BEGIN DATA SECTION

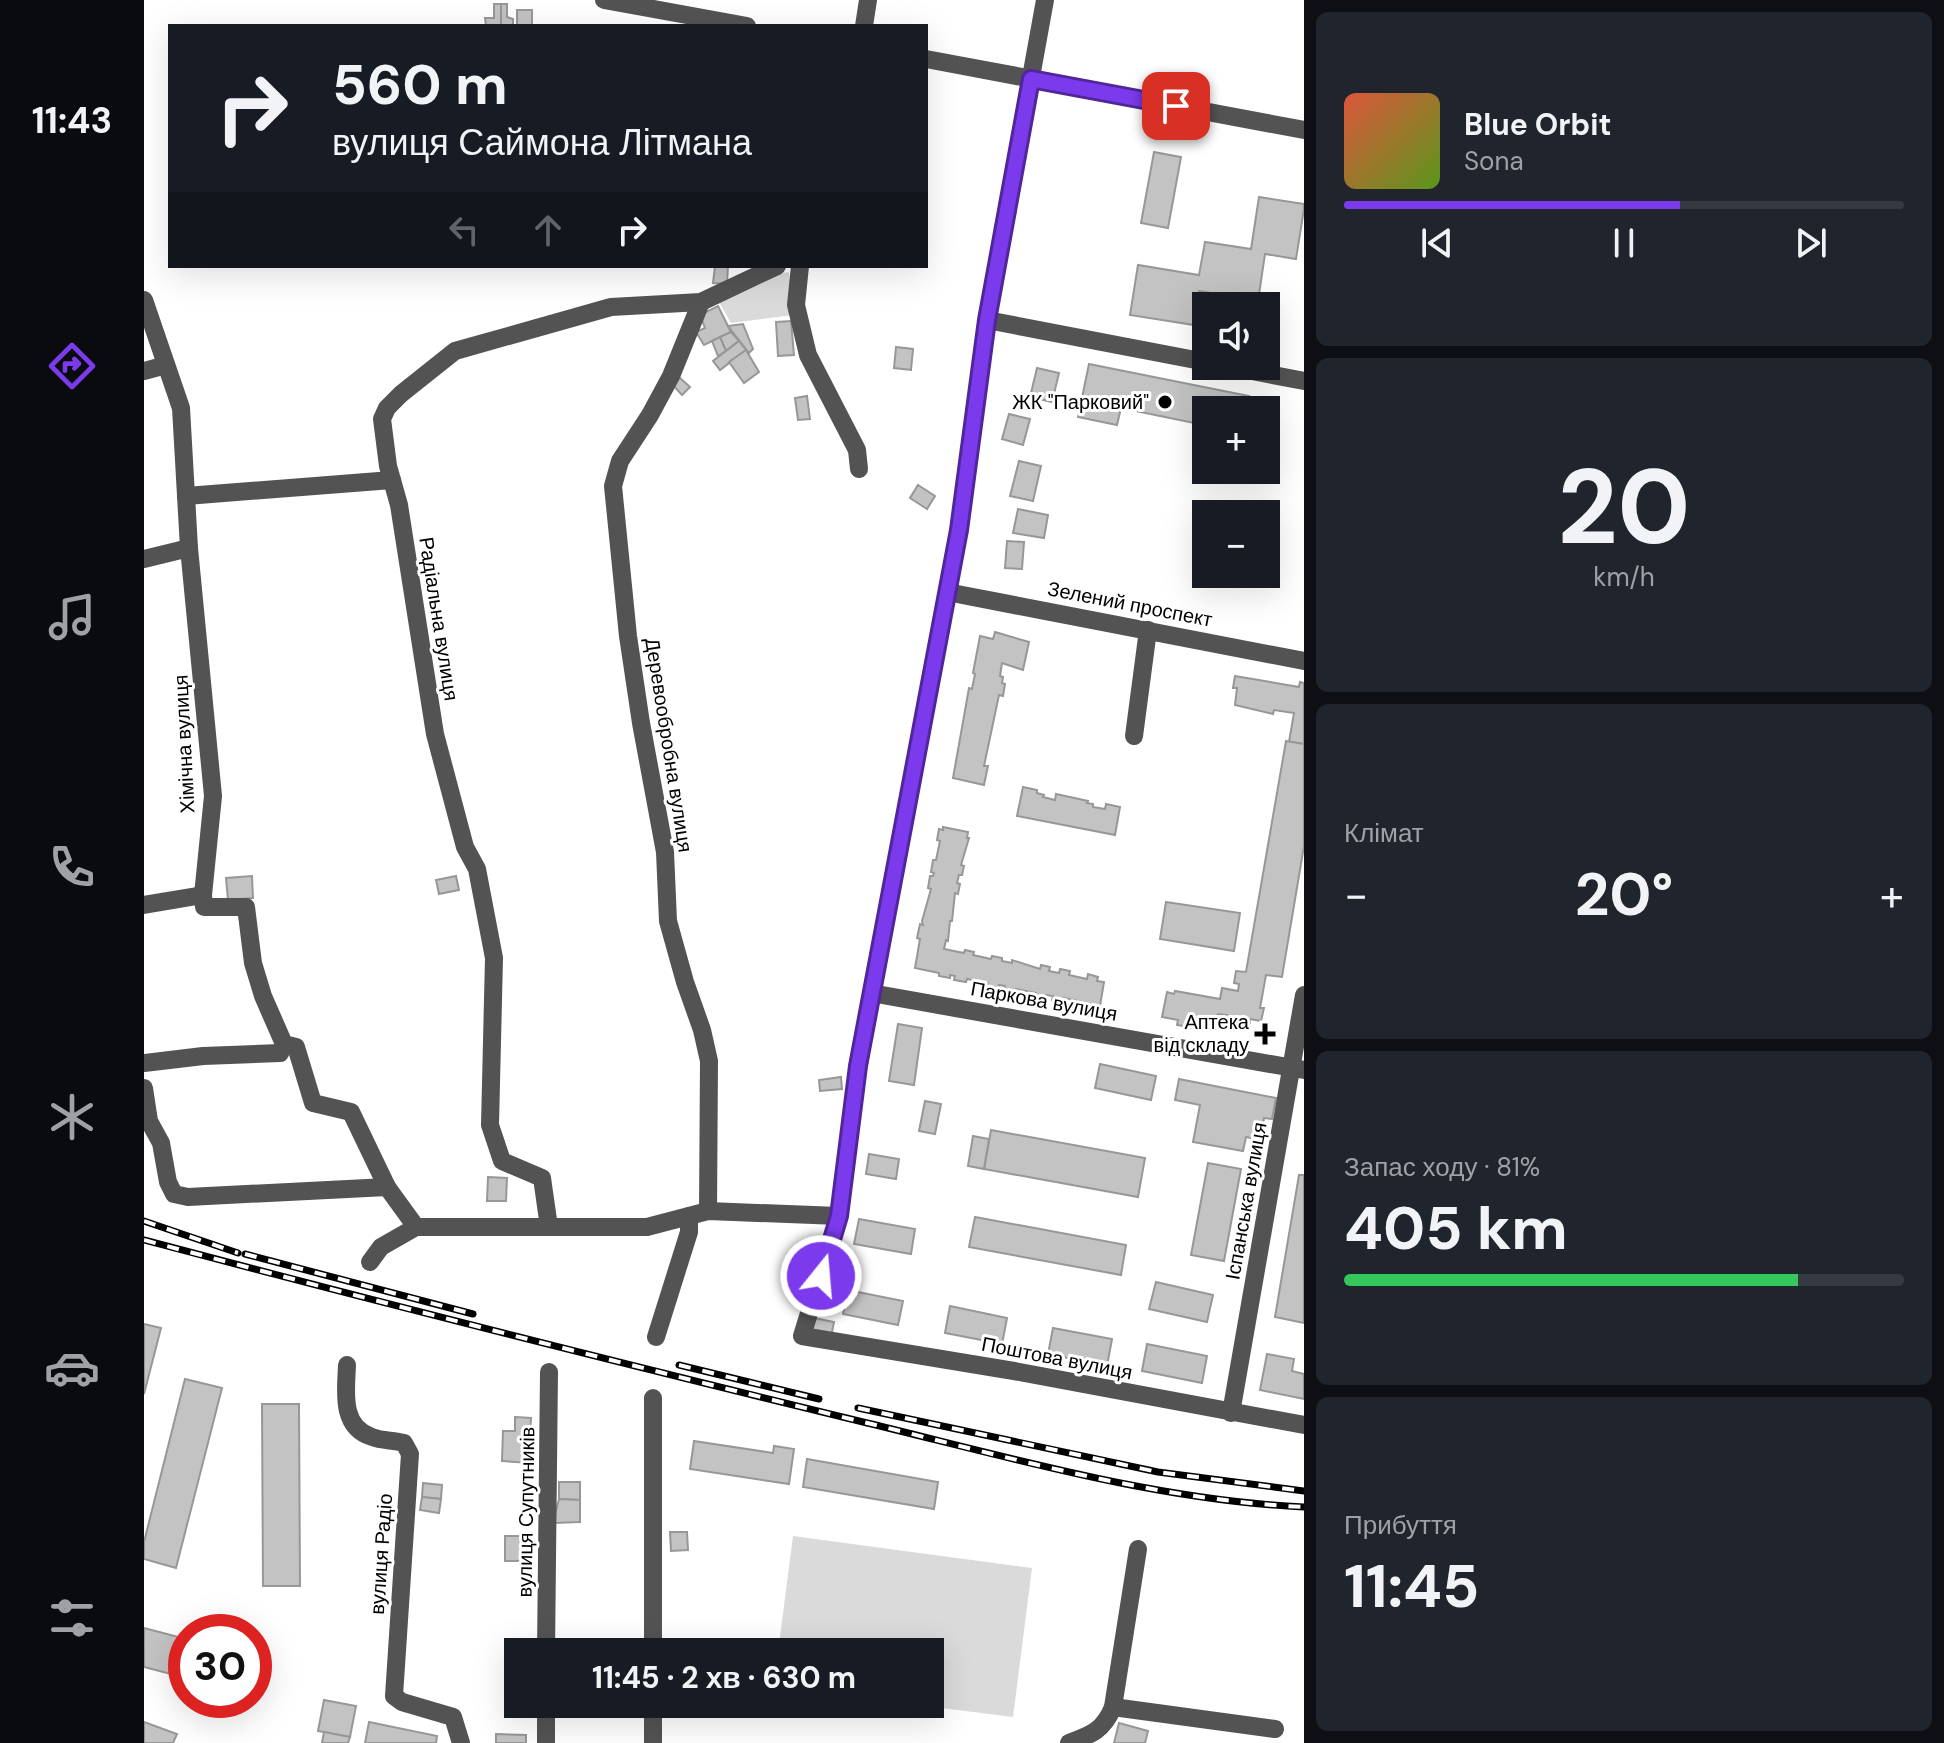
<!DOCTYPE html>
<html lang="uk">
<meta charset="utf-8">
<style>
:root{--surface:#171b24;--page:#20242c;--text:#f1f3f6;--muted:#9ea1a6;--line:#363941;--accent:#7c3aed}
body{margin:0;font-family:"DM Sans",sans-serif;background:var(--page);color:var(--text);height:100vh;display:flex;flex-direction:column;font-size:30px;white-space:nowrap}
*{box-sizing:border-box;margin:0}
p{font-size:26px;color:var(--muted)}
.icon{flex:none;width:44px;height:44px;fill:none;stroke:currentColor;stroke-width:2;stroke-linecap:round;stroke-linejoin:round}
.map{position:relative;flex:1;overflow:hidden}
.drawer{display:flex;flex-direction:column;gap:12px;padding:12px;background:#0d0f14;width:640px}
.drawer>*{flex:none}
.guide{position:absolute;left:24px;top:24px;width:760px;height:244px;border-radius:0px;box-shadow:0 8px 32px #0002;background:#171b24;color:var(--text);overflow:hidden}
.controls{position:absolute;left:1048px;top:292px;display:grid;gap:16px}
.controls a{display:grid;place-items:center;width:88px;height:88px;border-radius:0px;background:var(--surface);box-shadow:0 8px 32px #0002;font-size:40px}
.speed{position:absolute;left:24px;top:1614px;display:flex;gap:16px;font-size:40px;font-weight:700;text-align:center}
.speed>*{display:grid;place-content:center;width:104px;height:104px;border-radius:50%;background:var(--surface);box-shadow:0 8px 32px #0002;line-height:1}
.speed .limit{border:12px solid #d22;background:#fff;color:#111}
.pin{position:absolute;display:grid;place-items:center;width:68px;height:68px;color:#fff;margin:-34px;border-radius:16px;box-shadow:0 4px 12px #0006}
.me{position:absolute;width:88px;margin:-44px;rotate:17deg;stroke-linejoin:round;filter:drop-shadow(0 0 6px #0008)}
.turn{display:flex;align-items:center;gap:28px;height:168px;padding:0 32px;font-size:36px}
.turn .icon{width:104px;height:104px;stroke-width:2.5}
.turn b{display:block;font-size:56px;line-height:68px}
.lanes{display:flex;align-items:center;height:76px;padding:0 32px;background:#0003;justify-content:center;gap:40px;direction:ltr}
.lanes .off{opacity:.35}
.big{font-size:60px;font-weight:700;line-height:1.1}
.drawer .widget{flex:1;display:flex;flex-direction:column;justify-content:center;gap:12px;min-width:0;padding:0 28px;border-radius:12px;background:var(--page)}
.drawer .dial{align-items:center;gap:0}
.dial b{font-size:104px;line-height:1}
.song{display:flex;align-items:center;gap:24px}
.cover{width:96px;height:96px;border-radius:12px;background:linear-gradient(135deg,hsl(10 70% 55%),hsl(90 70% 35%))}
.played{height:8px;border-radius:4px;background:linear-gradient(90deg,var(--accent) 60%,var(--line) 60%)}
.keys{display:flex;justify-content:space-around;direction:ltr}
.heat{display:flex;justify-content:space-between;align-items:center;font-size:44px;direction:ltr}
.charge{height:12px;border-radius:6px;background:linear-gradient(90deg,#34c759 81%,var(--line) 0)}
.trip{position:absolute;left:360px;top:1638px;width:440px;height:80px;border-radius:0px;background:var(--surface);box-shadow:0 8px 32px #0002;font-weight:700;line-height:80px;text-align:center}
main{display:flex;flex:1;min-height:0}
.tab-bar{display:flex;flex-direction:column;width:144px;justify-content:space-around;align-items:center;background:#090b0e;color:var(--muted)}
.tab-bar .icon{width:56px;height:56px}
.tab-bar .on{color:var(--accent)}
.tab-bar b{font-size:36px;color:var(--text)}
.map>svg:first-child{display:block}
.green{fill:#dadada}
.building{fill:#c3c3c3;stroke:#979797;stroke-width:2}
.lines{fill:none;stroke-linecap:round;stroke-linejoin:round}
.minor{stroke:#535353;stroke-width:18}
.rail-casing{stroke:#000;stroke-width:7}
.rail{stroke:#fff;stroke-width:4;stroke-dasharray:12;stroke-linecap:butt}
.route-casing{stroke:#51269a;stroke-width:20}
.route{stroke:#7c3aed;stroke-width:14}
.poi-dot{fill:#000;stroke:#fff;stroke-width:3}
.labels{text-anchor:middle;dominant-baseline:central;stroke-width:6;stroke-linejoin:round;paint-order:stroke}
.poi-label{font-size:20px;fill:#000;stroke:#fff;text-anchor:end}
.street-label{font-size:20px;fill:#000;stroke:#fff}
</style>
<main>
<nav class="tab-bar">
<b>11:43</b>
<svg class="icon on" aria-label="directions" viewBox="0 0 24 24"><path d="M12 3l9 9-9 9-9-9zM9 14v-3h6M13 9l2 2-2 2"/></svg>
<svg class="icon" aria-label="music" viewBox="0 0 24 24"><path d="M9 18V5l10-2v13"/><circle cx="6" cy="18" r="3"/><circle cx="16" cy="16" r="3"/></svg>
<svg class="icon" aria-label="phone" viewBox="0 0 24 24"><path d="M5 4h4l2 5-3 2q2 4 5 5l2-3 5 2v4C11 20 4 13 5 4z"/></svg>
<svg class="icon" aria-label="climate" viewBox="0 0 24 24"><path d="M12 3v18M4 7l16 10M4 17L20 7"/></svg>
<svg class="icon" aria-label="car" viewBox="0 0 24 24"><path d="M5 17H2v-5l4-1 3-4h7l3 4 3 1v5h-3M9 17h6M6 11h13"/><circle cx="7" cy="17" r="2"/><circle cx="17" cy="17" r="2"/></svg>
<svg class="icon" aria-label="filters" viewBox="0 0 24 24"><path d="M4 7h16M4 17h16"/><circle cx="9" cy="7" r="2"/><circle cx="15" cy="17" r="2"/></svg>
</nav>
<div class="map">
<svg width="1160" height="1743" viewBox="0 0 1160 1743">
<rect width="100%" height="100%" fill="#fff"/>
<g class="green">
<polygon points="645,272 649,315 587,323 575,302 628,275"/>
<polygon points="649,1536 888,1568 869,1717 766,1704 786,1704 786,1652 634,1652"/>
</g>
<g class="building">
<polygon points="350,4 357,4 357,26 342,26 341,18 350,18"/>
<polygon points="357,4 363,4 363,17 369,19 369,26 357,26"/>
<rect x="373" y="10" width="15" height="16"/>
<polygon points="1010,152 1037,157 1024,228 997,223"/>
<polygon points="1115,197 1160,204 1160,209 1152,259 1121,254 1114,301 1055,291 1050,325 986,315 994,265 1055,275 1061,242 1107,249"/>
<polygon points="571,266 584,266 583,284 569,283"/>
<polygon points="574,306 587,332 560,345 552,332 561,328 556,315"/>
<polygon points="647,321 650,355 634,356 632,322"/>
<polygon points="599,324 609,349 605,353 584,326"/>
<polygon points="587,332 595,341 582,351 576,337"/>
<polygon points="576,337 582,351 574,356 568,341"/>
<polygon points="595,341 602,350 576,370 569,361"/>
<polygon points="752,347 769,349 767,370 750,368"/>
<polygon points="602,350 615,372 600,383 585,362"/>
<polygon points="945,364 1105,396 1102,410 1062,410 1062,448 1056,447 1060,425 977,408 973,425 934,417"/>
<polygon points="893,368 915,373 908,402 886,397"/>
<polygon points="535,377 546,387 538,395 528,384"/>
<polygon points="663,396 666,419 654,420 651,398"/>
<polygon points="865,414 886,419 879,445 858,439"/>
<polygon points="875,461 897,466 889,501 866,496"/>
<polygon points="774,485 791,496 783,509 766,498"/>
<polygon points="874,509 904,515 900,538 869,533"/>
<polygon points="863,541 880,542 878,569 861,568"/>
<polygon points="851,632 885,642 879,670 858,663 856,676 859,677 858,683 861,684 859,696 855,695 840,766 844,766 840,785 809,778 825,688 828,689 831,674 829,673 836,636 849,639"/>
<polygon points="1091,676 1155,687 1156,682 1160,683 1160,744 1145,742 1150,713 1130,710 1129,714 1091,705 1093,688 1089,688"/>
<polygon points="1142,741 1160,744 1160,846 1138,977 1122,975 1116,1008 1120,1008 1117,1021 1106,1019 1106,1023 1082,1019 1083,1015 1074,1014 1071,1028 1063,1027 1063,1030 1033,1025 1034,1020 1018,1017 1023,992 1030,994 1031,991 1076,999 1078,988 1094,991 1095,984 1090,983 1092,971 1102,972"/>
<polygon points="879,787 893,790 893,793 900,795 899,797 911,800 912,794 944,801 943,803 949,804 949,807 961,809 962,804 976,807 971,835 873,816"/>
<polygon points="799,827 824,832 823,838 825,838 817,865 820,866 818,875 815,875 813,883 816,884 814,894 811,893 808,921 806,921 804,941 802,940 800,949 820,953 821,950 830,952 829,955 847,959 848,956 858,958 858,961 868,963 868,960 896,969 897,965 906,967 905,971 915,973 916,969 926,971 925,975 943,979 944,974 954,977 953,981 960,982 956,1006 920,998 919,1002 908,1000 909,996 902,995 901,998 891,996 892,993 872,989 872,993 860,990 861,986 855,985 854,988 843,986 844,983 823,979 822,982 810,980 811,976 806,975 806,978 795,976 795,973 771,968 776,939 773,938 776,924 779,925 778,921 787,889 784,888 786,876 789,876 790,873 787,872 789,860 792,860 796,841 793,840 795,829 799,830"/>
<polygon points="108,876 109,898 84,900 82,878"/>
<polygon points="312,876 315,890 295,894 292,880"/>
<polygon points="1022,902 1096,913 1090,951 1016,939"/>
<polygon points="754,1024 778,1028 770,1085 745,1081"/>
<polygon points="956,1064 1012,1076 1007,1100 951,1088"/>
<polygon points="697,1077 698,1089 676,1091 675,1080"/>
<polygon points="1035,1079 1132,1098 1128,1119 1120,1118 1116,1140 1102,1137 1099,1151 1049,1142 1056,1105 1031,1100"/>
<polygon points="781,1101 797,1104 791,1134 775,1131"/>
<polygon points="847,1130 1001,1158 994,1197 840,1169"/>
<polygon points="829,1136 845,1139 840,1169 824,1166"/>
<polygon points="725,1154 755,1159 752,1179 722,1174"/>
<polygon points="1064,1163 1097,1169 1080,1261 1047,1255"/>
<polygon points="1155,1175 1160,1175 1160,1323 1131,1317"/>
<polygon points="344,1177 363,1178 362,1201 343,1201"/>
<polygon points="831,1217 982,1245 977,1275 825,1247"/>
<polygon points="715,1219 771,1229 767,1254 710,1244"/>
<polygon points="1012,1282 1069,1295 1063,1322 1005,1309"/>
<polygon points="704,1290 759,1301 754,1325 699,1314"/>
<polygon points="806,1306 863,1318 858,1344 801,1333"/>
<polygon points="670,1318 690,1322 687,1337 667,1334"/>
<polygon points="0,1324 17,1328 0,1394"/>
<polygon points="909,1328 968,1339 963,1366 904,1354"/>
<polygon points="1003,1344 1063,1356 1058,1383 998,1371"/>
<polygon points="1123,1354 1150,1359 1148,1371 1160,1374 1160,1399 1116,1390"/>
<polygon points="41,1379 78,1388 32,1568 0,1559 0,1542"/>
<polygon points="118,1404 155,1404 156,1586 119,1586"/>
<polygon points="371,1417 387,1418 385,1463 358,1461 359,1431 371,1431"/>
<polygon points="550,1441 629,1453 630,1446 650,1449 645,1484 546,1469"/>
<polygon points="663,1459 794,1482 790,1509 659,1487"/>
<polygon points="415,1482 436,1482 436,1500 415,1499"/>
<polygon points="279,1483 298,1485 297,1499 278,1497"/>
<polygon points="278,1497 297,1499 295,1513 276,1510"/>
<polygon points="415,1499 436,1500 436,1522 409,1523"/>
<polygon points="526,1532 543,1532 544,1550 527,1551"/>
<rect x="361" y="1536" width="22" height="25"/>
<polygon points="0,1628 42,1639 42,1678 0,1667"/>
<polygon points="180,1700 212,1706 206,1737 174,1731"/>
<polygon points="0,1722 33,1734 29,1743 0,1743"/>
<polygon points="225,1722 293,1736 292,1743 221,1743"/>
<polygon points="975,1723 1004,1731 1001,1743 970,1743"/>
<polygon points="180,1732 206,1737 204,1743 178,1743"/>
<polygon points="352,1734 382,1735 382,1743 352,1743"/>
</g>
<g class="lines">
<g class="minor">
<polyline points="460,0 603,26"/>
<polyline points="901,0 843,320 815,530 714,1066 695,1216 658,1336 870,1371 1160,1425"/>
<polyline points="720,26 724,0"/>
<polyline points="782,59 1160,130"/>
<polyline points="656,266 652,305 664,355 713,450 715,469"/>
<polyline points="0,300 37,408 45,548 69,796 59,895 60,907 102,907 109,963 119,996 140,1044 152,1047 169,1103 207,1112 243,1187 272,1227"/>
<polyline points="557,302 527,376 506,415 476,461 469,486 484,636 497,723 521,852 524,921 541,982 558,1030 565,1061 564,1211"/>
<polyline points="843,320 1062,362"/>
<polyline points="1082,366 1160,381"/>
<polyline points="0,371 22,365"/>
<polyline points="42,496 248,480"/>
<polyline points="0,559 45,548"/>
<polyline points="803,592 1160,661"/>
<polyline points="990,736 1004,630"/>
<polyline points="0,905 59,895"/>
<polyline points="727,993 1160,1070"/>
<polyline points="0,1063 59,1056 136,1053 140,1044"/>
<polyline points="0,1088 5,1121 17,1143 24,1182 30,1194 44,1197 243,1187"/>
<polyline points="405,1227 398,1178 358,1161 346,1125 350,958 333,869 321,847 291,734 255,505 244,466 238,419 243,408 257,394 311,351 467,307 557,302 633,266"/>
<polyline points="226,1262 237,1247 272,1227 503,1227 564,1211 695,1216"/>
<polyline points="512,1337 545,1232 545,1216"/>
<path d="M203,1365C202,1391 196,1427 228,1437C238,1441 249,1440 260,1443L266,1454L250,1696L258,1702L309,1717L317,1743"/>
<polyline points="1087,1413 1160,995"/>
<polyline points="402,1652 405,1372"/>
<polyline points="509,1652 509,1398"/>
<polyline points="969,1707 1131,1729"/>
<polyline points="402,1743 402,1704"/>
<polyline points="509,1743 509,1704"/>
<path d="M925,1743C947,1735 960,1730 969,1707L994,1549"/>
</g>
<g class="rail-casing">
<g id="rail">
<polyline points="0,1221 94,1253"/>
<path d="M0,1240C238,1303 476,1363 715,1421C861,1456 1010,1500 1160,1507"/>
<polyline points="101,1254 329,1314"/>
<polyline points="535,1365 675,1399"/>
<polyline points="714,1408 1014,1472 1160,1491"/>
</g>
</g>
<use href="#rail" class="rail"/>
</g>
<g class="lines">
<g class="route-casing">
<polyline id="route" points="677,1276 695,1216 714,1066 815,530 843,320 887,79 1032,106"/>
</g>
<use href="#route" class="route"/>
</g>
<g class="poi-dot">
<circle cx="1021" cy="402" r="8"/>
<path d="M1117 1022h8v8h8v8h-8v8h-8v-8h-8v-8h8z"/>
</g>
<g class="labels">
<g class="poi-label">
<text x="1005" y="402">ЖК "Парковий"</text>
<text x="1105" y="1022">Аптека<tspan x="1105" dy="23">від складу</tspan></text>
</g>
<g class="street-label">
<text transform="translate(986 604) rotate(11)">Зелений проспект</text>
<text transform="translate(295 619) rotate(81)">Радіальна вулиця</text>
<text transform="translate(40 744) rotate(-93)">Хімічна вулиця</text>
<text transform="translate(525 745) rotate(81)">Деревообробна вулиця</text>
<text transform="translate(900 1001) rotate(10)">Паркова вулиця</text>
<text transform="translate(1102 1201) rotate(-80)">Іспанська вулиця</text>
<text transform="translate(913 1358) rotate(11)">Поштова вулиця</text>
<text transform="translate(382 1512) rotate(-89)">вулиця Супутників</text>
<text transform="translate(237 1554) rotate(-86)">вулиця Радіо</text>
</g>
</g>
</svg>
<div class="controls">
<a><svg class="icon" aria-label="sound" viewBox="0 0 24 24"><path d="M4 9h4l5-4v14l-5-4H4zM17 9q2 3 0 6"/></svg></a>
<a>+</a>
<a>−</a>
</div>
<div class="speed"><div class="limit">30</div></div>
<div class="pin" style="left:1032px;top:106px;background:#d93025"><svg class="icon" aria-label="arrive" viewBox="0 0 24 24"><path d="M6 21V4h12l-3 4 3 4H6"/></svg></div>
<svg class="me" style="left:677px;top:1276px" viewBox="-20 -20 40 40"><circle r="17" fill="#7c3aed" stroke="#fff" stroke-width="3"/><path d="M0-11L8 9 0 5-8 9z" fill="#fff"/></svg>
<div class="trip">11:45 · 2 хв · 630 m</div>
<div class="guide">
<div class="turn"><svg class="icon" aria-label="right" viewBox="0 0 24 24"><path d="M7 20v-9h11M14 6l5 5-5 5"/></svg><div><b>560 m</b>вулиця Саймона Літмана</div></div>
<div class="lanes"><svg class="icon off" aria-label="left" viewBox="0 0 24 24"><path d="M17 20v-9H6M10 6l-5 5 5 5"/></svg><svg class="icon off" aria-label="ahead" viewBox="0 0 24 24"><path d="M12 20V5M6 11l6-6 6 6"/></svg><svg class="icon" aria-label="right" viewBox="0 0 24 24"><path d="M7 20v-9h11M14 6l5 5-5 5"/></svg></div>
</div>
</div>
<section class="drawer">
<div class="widget">
<div class="song"><i class="cover"></i><div><b>Blue Orbit</b><p>Sona</p></div></div>
<div class="played"></div>
<div class="keys"><svg class="icon" aria-label="previous" viewBox="0 0 24 24"><path d="M18 5L8 12l10 7zM5 5v14"/></svg><svg class="icon" aria-label="pause" viewBox="0 0 24 24"><path d="M8 5v14M16 5v14"/></svg><svg class="icon" aria-label="next" viewBox="0 0 24 24"><path d="M6 5l10 7-10 7zM19 5v14"/></svg></div>
</div>
<div class="widget dial"><b>20</b><p>km/h</p></div>
<div class="widget"><p>Клімат</p>
<div class="heat"><a>−</a><b class="big">20°</b><a>+</a></div>
</div>
<div class="widget"><p>Запас ходу · 81%</p><b class="big">405 km</b><div class="charge"></div></div>
<div class="widget"><p>Прибуття</p><b class="big">11:45</b></div>
</section>
</main>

END DATA SECTION

▶ _TASK BRIEF_
A single number, please: how many lines in the data above contain the string "controls"?

▶ _TASK RESULT_
3